To be unambiguously clear, not even the Supreme Court can credibly rule that the Constitution is in opposition to that which its text explicitly permits, nor can it rule that the Constitution is in support of that which its text explicitly forbids — unless language is no longer tethered to the meanings of the words that comprise it. (RELATED: John Roberts Is Responsible for the High Court’s Self-Delegitimization)

“What about the appellate process,” many would say. Yes, use it. But the executive checking the judiciary in real-time remains a documented failsafe.

This process has always been an option, and it has been a guiding factor in one manner or another for a number of presidents. Thomas Jefferson knew this with the Louisiana Purchase; Andrew Jackson triggered the “Trail of Tears” when he defied Worcester v. Georgia 1832; Abraham Lincoln declared war without congressional approval while also suspending habeas corpus; and (most convolutedly), Joe Biden continuously pushed student loan forgiveness maneuvers while bragging that the Supreme Court “didn’t stop me.” (Biden just used progressively weaker statutes as faux replacement grounds to circumvent said rulings until his term ran out.)

Most applaud Jefferson’s and Lincoln’s flouting of the judiciary while bemoaning Jackson’s and Biden’s.

Now let us turn our attention to “those trees.”

U.S. District Judge James Boasberg ruled that Trump could not deport hundreds of illegal immigrant gang members comprising a recently declared terrorist organization until a court hearing was held.

He then ordered the return of the plane carrying them to El Salvadore, but the illegals still wound up being delivered. Since Judge Boasberg had never included said turnaround order in written form, Trump’s Department of Justice claims he was technically not disobeyed. Plenty of attorneys disagree. (RELATED: Dictatorship of Obama Judges)

Addressing this calamity, White House Press Secretary Karoline Leavitt said:

As the Supreme Court has repeatedly made clear — federal courts generally have no jurisdiction over the president’s conduct of foreign affairs, or his authorities under the Alien Enemies Act, and his core Article II powers to remove foreign alien terrorists from U.S. soil and repel a declared invasion.

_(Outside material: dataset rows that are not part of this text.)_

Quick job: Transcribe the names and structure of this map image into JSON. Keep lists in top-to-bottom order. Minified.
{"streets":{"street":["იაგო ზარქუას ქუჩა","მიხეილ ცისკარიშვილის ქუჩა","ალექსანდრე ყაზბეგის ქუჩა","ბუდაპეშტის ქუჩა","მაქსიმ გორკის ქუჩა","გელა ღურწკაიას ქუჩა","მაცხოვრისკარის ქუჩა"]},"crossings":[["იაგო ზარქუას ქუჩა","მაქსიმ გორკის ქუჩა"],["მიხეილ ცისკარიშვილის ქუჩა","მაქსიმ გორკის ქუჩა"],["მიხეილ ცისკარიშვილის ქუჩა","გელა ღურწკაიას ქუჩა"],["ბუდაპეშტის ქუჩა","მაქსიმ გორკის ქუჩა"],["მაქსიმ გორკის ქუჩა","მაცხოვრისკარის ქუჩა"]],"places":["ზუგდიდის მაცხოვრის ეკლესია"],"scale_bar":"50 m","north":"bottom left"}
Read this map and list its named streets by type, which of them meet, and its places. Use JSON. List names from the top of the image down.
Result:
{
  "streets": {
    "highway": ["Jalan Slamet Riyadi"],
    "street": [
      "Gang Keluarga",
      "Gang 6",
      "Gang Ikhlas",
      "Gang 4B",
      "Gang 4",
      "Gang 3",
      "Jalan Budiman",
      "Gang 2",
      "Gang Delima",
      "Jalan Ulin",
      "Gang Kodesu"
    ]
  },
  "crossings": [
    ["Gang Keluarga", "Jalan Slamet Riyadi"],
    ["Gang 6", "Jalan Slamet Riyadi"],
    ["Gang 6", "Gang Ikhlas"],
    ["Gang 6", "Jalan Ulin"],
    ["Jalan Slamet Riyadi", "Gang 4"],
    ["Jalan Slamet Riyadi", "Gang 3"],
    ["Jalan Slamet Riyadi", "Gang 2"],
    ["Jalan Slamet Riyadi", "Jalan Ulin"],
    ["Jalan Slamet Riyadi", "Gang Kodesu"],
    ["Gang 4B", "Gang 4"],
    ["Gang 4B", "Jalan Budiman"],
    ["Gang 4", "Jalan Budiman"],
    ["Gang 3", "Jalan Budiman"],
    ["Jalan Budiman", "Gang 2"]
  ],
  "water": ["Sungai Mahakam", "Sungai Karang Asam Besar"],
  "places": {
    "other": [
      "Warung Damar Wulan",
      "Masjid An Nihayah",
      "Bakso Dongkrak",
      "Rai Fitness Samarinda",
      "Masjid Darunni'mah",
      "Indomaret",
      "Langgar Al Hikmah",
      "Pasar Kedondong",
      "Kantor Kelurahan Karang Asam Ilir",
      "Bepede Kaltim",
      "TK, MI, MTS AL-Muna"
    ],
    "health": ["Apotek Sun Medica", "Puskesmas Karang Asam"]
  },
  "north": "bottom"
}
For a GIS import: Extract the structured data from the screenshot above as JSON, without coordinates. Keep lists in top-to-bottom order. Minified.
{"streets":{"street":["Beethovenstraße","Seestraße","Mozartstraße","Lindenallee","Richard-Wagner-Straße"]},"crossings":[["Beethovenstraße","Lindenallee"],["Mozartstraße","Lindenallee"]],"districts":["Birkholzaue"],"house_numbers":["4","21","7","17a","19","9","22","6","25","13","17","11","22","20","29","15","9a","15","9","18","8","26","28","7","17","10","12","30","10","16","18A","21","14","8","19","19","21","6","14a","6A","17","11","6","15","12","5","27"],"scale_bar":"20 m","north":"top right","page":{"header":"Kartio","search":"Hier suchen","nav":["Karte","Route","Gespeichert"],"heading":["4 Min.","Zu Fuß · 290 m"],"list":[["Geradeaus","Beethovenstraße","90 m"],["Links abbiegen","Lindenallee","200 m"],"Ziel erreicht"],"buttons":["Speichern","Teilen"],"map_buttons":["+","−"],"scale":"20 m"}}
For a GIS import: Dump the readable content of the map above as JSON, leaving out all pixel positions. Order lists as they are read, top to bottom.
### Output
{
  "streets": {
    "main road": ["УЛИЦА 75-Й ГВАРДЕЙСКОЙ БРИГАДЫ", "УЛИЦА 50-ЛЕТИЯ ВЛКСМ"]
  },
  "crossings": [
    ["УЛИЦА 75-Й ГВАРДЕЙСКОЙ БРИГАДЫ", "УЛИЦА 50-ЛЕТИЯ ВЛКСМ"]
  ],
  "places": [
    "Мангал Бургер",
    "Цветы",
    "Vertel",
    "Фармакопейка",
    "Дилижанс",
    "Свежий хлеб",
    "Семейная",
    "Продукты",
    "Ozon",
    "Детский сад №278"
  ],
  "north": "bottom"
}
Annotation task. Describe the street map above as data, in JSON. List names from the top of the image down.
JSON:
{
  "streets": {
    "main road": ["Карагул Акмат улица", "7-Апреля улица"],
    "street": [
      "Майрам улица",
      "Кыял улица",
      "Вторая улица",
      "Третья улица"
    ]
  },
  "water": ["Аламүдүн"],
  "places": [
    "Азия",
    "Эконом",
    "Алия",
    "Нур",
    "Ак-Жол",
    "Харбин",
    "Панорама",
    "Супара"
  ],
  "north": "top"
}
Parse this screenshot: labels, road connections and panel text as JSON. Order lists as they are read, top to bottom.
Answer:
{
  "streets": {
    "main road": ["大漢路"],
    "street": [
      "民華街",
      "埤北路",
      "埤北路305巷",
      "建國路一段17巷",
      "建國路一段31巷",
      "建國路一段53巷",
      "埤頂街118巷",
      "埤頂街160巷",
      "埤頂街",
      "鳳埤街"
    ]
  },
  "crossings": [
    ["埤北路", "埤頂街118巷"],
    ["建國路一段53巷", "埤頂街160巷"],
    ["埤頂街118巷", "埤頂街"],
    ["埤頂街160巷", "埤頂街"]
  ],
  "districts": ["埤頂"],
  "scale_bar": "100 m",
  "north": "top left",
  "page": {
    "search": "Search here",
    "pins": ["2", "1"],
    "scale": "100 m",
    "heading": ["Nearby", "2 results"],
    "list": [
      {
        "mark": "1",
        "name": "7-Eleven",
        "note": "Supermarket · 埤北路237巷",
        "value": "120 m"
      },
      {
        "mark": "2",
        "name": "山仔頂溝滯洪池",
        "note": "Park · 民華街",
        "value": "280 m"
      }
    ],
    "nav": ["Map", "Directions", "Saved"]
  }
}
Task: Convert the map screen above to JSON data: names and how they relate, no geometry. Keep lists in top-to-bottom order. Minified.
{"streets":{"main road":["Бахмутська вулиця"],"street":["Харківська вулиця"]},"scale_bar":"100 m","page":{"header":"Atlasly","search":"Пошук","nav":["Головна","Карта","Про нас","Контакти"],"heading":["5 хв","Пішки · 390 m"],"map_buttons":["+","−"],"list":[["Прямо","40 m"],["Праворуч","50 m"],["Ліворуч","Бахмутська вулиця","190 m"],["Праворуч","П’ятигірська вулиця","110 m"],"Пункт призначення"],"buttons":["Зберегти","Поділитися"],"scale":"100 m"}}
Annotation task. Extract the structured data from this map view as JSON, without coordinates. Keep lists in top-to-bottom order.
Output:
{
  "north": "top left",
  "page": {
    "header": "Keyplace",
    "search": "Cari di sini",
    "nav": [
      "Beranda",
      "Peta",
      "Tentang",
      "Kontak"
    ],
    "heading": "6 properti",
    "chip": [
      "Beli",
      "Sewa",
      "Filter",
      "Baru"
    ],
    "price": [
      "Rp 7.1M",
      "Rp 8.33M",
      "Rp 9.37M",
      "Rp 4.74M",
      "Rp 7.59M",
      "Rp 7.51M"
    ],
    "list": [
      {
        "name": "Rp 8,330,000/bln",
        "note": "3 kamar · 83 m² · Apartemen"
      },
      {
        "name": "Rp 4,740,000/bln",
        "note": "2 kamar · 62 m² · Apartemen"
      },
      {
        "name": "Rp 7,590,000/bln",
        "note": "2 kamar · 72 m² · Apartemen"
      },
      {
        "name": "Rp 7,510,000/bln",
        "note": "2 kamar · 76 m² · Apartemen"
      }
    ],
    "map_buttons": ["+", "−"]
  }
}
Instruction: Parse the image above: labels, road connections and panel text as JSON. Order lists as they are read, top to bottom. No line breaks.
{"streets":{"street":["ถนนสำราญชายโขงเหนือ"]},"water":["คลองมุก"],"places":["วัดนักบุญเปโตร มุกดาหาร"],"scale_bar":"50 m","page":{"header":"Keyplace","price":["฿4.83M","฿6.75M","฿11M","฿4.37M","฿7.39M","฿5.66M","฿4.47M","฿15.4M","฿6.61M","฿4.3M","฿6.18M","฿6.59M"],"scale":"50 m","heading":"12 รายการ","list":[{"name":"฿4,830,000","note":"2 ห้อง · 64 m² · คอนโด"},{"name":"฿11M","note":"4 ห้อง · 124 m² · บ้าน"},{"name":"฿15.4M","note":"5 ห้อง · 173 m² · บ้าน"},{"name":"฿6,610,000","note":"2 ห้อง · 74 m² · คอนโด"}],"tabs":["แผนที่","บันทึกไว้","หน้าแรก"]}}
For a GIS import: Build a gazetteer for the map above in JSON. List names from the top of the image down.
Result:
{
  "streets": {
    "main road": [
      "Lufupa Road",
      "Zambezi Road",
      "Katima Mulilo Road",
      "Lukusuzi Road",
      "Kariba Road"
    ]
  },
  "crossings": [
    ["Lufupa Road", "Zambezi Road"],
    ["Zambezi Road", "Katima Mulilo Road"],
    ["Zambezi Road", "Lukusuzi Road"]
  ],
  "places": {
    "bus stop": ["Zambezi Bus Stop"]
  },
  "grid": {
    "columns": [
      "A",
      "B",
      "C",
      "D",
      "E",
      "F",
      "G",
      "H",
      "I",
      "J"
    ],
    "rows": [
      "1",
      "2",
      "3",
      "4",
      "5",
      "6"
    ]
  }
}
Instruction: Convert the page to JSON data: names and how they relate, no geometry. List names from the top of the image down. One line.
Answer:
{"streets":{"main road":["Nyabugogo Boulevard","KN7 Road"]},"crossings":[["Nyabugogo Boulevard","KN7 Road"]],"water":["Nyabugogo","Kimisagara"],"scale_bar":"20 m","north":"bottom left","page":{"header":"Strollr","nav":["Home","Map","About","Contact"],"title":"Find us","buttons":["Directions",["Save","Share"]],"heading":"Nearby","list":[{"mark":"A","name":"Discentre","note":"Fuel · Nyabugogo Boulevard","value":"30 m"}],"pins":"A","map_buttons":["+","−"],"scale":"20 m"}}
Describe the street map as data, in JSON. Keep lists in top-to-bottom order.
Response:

She further stated that “a single judge in a single city cannot direct the movements of an aircraft carrier full of foreign alien terrorists who were physically expelled from U.S. soil.”

Senior CNN Legal Analyst Elie Honig argued a different view in one of his articles:

It’s a lose-lose situation for the nation. In one scenario, we have open, intentional defiance by the executive branch of a court order. I’m typically among the last to claim some situation or other is a “Constitutional crisis.” Too often, that phrase is deployed as a jacked-up substitute for “Something is happening that I don’t like.”

In my view, we reach a Constitutional crisis only when we don’t know what to do next. And if the President is blowing off the courts, then our only options are pale ones indeed. A judge can make contempt findings, but why would an administration that already defies court orders care about that? If you could ask the Founders what happens to a president who defied the courts, I suspect they’d point to impeachment as the proper Constitutional remedy. But we live in modern reality, and that’s not happening.

Notice to Mr. Honig: Your fear that Trump’s check option is unreasonably too effective does not make the tactic any less constitutional simply because he would likely survive the Congressional check on him.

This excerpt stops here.